→ **How to complete this task**
From the entries below, return every line that includes the word "Rambling".

→ **Materials provided**
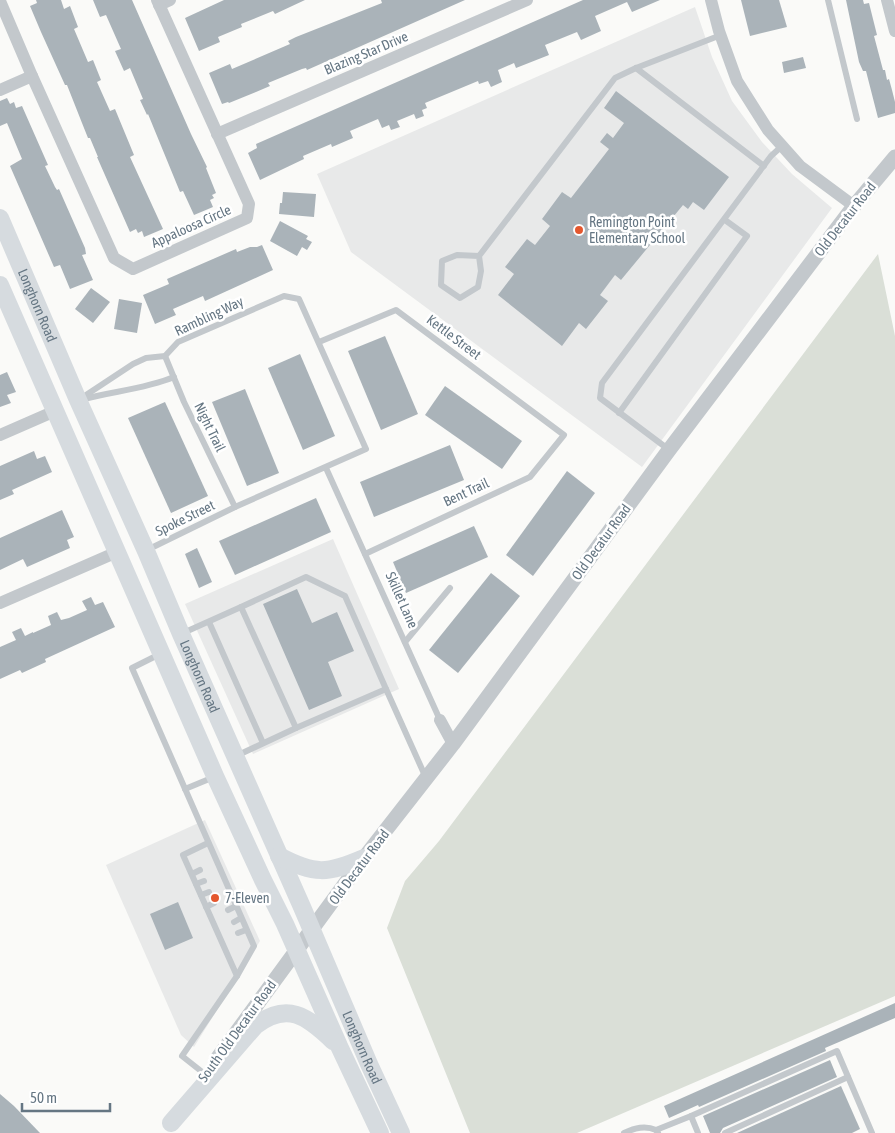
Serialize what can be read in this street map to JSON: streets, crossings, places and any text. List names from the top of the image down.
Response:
{
  "streets": {
    "main road": ["Longhorn Road"],
    "street": [
      "Blazing Star Drive",
      "Old Decatur Road",
      "Appaloosa Circle",
      "Skillet Lane",
      "South Old Decatur Road"
    ],
    "lane": [
      "Rambling Way",
      "Kettle Street",
      "Night Trail",
      "Bent Trail",
      "Spoke Street"
    ]
  },
  "crossings": [
    ["Blazing Star Drive", "Appaloosa Circle"],
    ["Old Decatur Road", "Longhorn Road"],
    ["Old Decatur Road", "Skillet Lane"],
    ["Old Decatur Road", "South Old Decatur Road"],
    ["Longhorn Road", "Spoke Street"],
    ["Longhorn Road", "South Old Decatur Road"],
    ["Rambling Way", "Kettle Street"],
    ["Rambling Way", "Night Trail"],
    ["Rambling Way", "Spoke Street"],
    ["Rambling Way", "Skillet Lane"],
    ["Kettle Street", "Bent Trail"],
    ["Night Trail", "Spoke Street"],
    ["Bent Trail", "Skillet Lane"],
    ["Spoke Street", "Skillet Lane"]
  ],
  "places": ["Remington Point Elementary School", "7-Eleven"],
  "scale_bar": "50 m"
}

→ **Final answer**
      "Rambling Way",
    ["Rambling Way", "Kettle Street"],
    ["Rambling Way", "Night Trail"],
    ["Rambling Way", "Spoke Street"],
    ["Rambling Way", "Skillet Lane"],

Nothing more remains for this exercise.